Cuando llegó Enrique, apuró de un trago el dedo de ginebra que quedaba y se sirvió otro vaso. Ana —con el rabillo del ojo— observó que las manos le temblaban y que estaba pálido como un enfermo. Se sentó frente a ella, pretendiendo disimular la impresión recibida.

—Esta noche no ceno en casa —dijo—. Volveré tarde.

Ana María no comentó de momento esta súbita decisión. No se atrevía a hablar por miedo de que la voz le temblara como a él las manos. Retiró los ojos de Enrique y al punto sintió los de él posados en los suyos, adivinando, buscando su turbación. Cuando le miró de nuevo, Enrique cambió bruscamente la dirección de la mirada. El corazón de Ana María se encogió. No pudo soportar por más tiempo la incertidumbre.

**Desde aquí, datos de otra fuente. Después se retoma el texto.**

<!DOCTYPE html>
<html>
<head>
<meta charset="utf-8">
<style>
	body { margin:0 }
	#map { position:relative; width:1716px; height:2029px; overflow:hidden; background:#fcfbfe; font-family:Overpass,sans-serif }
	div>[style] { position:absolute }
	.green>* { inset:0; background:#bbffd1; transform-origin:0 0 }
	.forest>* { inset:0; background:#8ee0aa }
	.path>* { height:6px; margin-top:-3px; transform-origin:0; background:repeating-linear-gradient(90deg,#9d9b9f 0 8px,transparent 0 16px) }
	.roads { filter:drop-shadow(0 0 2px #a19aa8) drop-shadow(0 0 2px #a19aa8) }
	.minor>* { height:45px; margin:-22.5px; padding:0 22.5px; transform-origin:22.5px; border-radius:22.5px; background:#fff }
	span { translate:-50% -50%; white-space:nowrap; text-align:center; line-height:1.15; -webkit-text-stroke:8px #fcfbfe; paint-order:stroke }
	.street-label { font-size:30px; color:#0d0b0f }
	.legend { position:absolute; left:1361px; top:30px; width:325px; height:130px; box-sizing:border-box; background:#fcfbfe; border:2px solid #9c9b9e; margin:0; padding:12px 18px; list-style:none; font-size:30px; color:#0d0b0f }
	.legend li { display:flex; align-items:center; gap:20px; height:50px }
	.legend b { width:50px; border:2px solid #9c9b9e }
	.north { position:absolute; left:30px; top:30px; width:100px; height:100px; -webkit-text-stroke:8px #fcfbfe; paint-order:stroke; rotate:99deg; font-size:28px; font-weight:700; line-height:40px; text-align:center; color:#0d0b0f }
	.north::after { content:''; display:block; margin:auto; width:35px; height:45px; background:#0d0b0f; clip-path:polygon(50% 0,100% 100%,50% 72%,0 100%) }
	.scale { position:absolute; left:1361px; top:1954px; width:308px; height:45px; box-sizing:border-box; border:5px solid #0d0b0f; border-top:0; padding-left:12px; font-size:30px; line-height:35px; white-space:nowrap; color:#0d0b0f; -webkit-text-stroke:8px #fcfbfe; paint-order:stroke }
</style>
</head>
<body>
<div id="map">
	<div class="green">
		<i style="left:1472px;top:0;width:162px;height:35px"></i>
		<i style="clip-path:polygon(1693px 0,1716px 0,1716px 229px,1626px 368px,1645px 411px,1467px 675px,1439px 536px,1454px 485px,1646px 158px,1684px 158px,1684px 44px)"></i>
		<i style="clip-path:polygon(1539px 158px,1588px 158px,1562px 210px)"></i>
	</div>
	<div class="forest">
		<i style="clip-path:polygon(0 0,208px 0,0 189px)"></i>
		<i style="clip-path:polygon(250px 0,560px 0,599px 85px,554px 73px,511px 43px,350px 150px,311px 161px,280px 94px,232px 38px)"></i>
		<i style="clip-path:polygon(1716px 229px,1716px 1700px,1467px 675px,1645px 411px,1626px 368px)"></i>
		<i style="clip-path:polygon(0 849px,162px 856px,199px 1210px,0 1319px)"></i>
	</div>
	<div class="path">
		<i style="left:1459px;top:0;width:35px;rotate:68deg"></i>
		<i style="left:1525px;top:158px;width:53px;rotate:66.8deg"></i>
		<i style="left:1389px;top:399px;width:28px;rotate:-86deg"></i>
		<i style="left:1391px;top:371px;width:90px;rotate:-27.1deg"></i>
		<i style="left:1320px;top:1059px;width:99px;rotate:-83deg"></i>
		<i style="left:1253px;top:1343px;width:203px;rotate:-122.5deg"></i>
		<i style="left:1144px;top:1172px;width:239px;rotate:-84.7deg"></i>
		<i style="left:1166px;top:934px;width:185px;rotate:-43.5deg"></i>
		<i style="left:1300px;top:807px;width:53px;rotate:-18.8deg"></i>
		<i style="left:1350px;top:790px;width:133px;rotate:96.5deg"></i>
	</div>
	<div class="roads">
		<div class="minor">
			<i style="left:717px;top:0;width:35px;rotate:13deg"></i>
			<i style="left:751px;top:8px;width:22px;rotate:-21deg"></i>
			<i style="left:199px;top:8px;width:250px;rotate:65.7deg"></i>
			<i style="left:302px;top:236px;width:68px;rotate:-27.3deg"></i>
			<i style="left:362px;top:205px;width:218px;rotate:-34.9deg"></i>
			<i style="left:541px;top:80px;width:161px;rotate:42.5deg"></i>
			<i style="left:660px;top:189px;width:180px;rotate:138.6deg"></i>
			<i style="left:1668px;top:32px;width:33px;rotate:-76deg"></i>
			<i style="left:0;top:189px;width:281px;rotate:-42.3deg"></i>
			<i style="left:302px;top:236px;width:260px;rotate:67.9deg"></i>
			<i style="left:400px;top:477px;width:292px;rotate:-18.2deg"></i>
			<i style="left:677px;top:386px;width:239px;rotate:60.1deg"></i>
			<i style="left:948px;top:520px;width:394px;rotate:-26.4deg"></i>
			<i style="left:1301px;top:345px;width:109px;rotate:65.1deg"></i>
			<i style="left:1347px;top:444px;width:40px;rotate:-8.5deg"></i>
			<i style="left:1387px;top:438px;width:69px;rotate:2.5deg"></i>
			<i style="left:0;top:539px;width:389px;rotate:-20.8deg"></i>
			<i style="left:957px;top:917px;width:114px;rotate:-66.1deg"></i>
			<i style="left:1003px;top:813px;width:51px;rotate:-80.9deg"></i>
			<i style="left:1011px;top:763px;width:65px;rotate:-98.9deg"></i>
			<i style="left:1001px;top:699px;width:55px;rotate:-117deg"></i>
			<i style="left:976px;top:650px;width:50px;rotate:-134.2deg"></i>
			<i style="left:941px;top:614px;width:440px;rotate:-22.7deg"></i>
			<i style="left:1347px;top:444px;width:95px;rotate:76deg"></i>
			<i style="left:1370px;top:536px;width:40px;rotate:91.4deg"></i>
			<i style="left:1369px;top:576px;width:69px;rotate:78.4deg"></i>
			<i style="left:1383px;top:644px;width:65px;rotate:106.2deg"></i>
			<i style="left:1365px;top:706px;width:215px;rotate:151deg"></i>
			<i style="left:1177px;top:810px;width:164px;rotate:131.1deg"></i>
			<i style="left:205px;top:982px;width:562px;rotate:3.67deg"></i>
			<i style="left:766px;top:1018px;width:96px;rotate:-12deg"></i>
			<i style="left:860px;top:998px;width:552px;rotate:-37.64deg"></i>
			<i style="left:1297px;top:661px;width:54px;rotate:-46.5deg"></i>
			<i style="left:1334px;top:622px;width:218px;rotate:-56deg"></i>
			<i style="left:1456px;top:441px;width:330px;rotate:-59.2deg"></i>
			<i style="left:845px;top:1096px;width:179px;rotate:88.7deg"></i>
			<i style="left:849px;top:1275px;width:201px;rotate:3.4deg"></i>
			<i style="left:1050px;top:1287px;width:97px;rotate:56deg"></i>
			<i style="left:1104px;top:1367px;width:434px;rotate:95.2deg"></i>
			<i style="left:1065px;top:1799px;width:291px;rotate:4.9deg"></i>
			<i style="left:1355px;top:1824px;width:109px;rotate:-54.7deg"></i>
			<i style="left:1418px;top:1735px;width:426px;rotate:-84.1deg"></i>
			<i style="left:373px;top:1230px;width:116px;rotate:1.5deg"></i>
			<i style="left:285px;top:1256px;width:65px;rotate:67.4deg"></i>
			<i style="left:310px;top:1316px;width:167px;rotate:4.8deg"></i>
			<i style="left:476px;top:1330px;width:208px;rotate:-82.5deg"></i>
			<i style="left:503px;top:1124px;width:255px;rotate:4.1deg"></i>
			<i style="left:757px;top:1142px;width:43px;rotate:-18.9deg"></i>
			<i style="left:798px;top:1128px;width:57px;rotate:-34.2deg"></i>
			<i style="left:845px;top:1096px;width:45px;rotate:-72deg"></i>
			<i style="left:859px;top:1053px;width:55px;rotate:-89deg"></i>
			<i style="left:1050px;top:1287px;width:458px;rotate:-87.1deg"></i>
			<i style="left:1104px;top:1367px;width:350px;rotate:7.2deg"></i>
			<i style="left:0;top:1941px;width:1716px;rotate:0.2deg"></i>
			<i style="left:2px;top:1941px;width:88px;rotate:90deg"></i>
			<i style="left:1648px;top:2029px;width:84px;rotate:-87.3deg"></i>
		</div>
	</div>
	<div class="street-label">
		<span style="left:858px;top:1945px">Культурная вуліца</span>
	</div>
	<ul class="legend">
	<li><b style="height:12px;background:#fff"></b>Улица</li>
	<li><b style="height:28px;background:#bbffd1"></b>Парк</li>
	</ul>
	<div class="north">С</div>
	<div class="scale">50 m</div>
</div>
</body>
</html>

—¿Qué ocurre, Enrique? Háblame claro.

Enrique la observó despaciosamente. En sus ojos había una inmensa emoción que Ana María no supo traducir: ¿amor, pena, desprecio, ansiedad? En cualquier caso, Enrique estaba bajo los efectos de una terrible convulsión moral.

—Dime una sola cosa —tartajeó Ana María—. ¿Quién era la persona que te ha llamado?

Enrique esperó, para responder, a beberse todo el líquido que le quedaba en el vaso, como si quisiera emborracharse.

—¿Para qué voy a decirte nada? Es posible que todo sea falso… —hablaba muy lentamente, meditando cada palabra—; que todo sea una fantasía…; y en ese caso, ¿para qué voy a decirte nada? No sé…, hubiera preferido que te pasase inadvertida esta llamada…; pero ahora ya es tarde… Sólo te suplico… Quiero decir que si yo no confirmo nada de lo que voy a confirmar esta noche, no me preguntes nunca, te suplico que no me preguntes nunca, qué me han dicho hoy… Todo es un poco confuso. Perdóname…

Enrique se levantó, besó a su mujer en la mejilla y salió.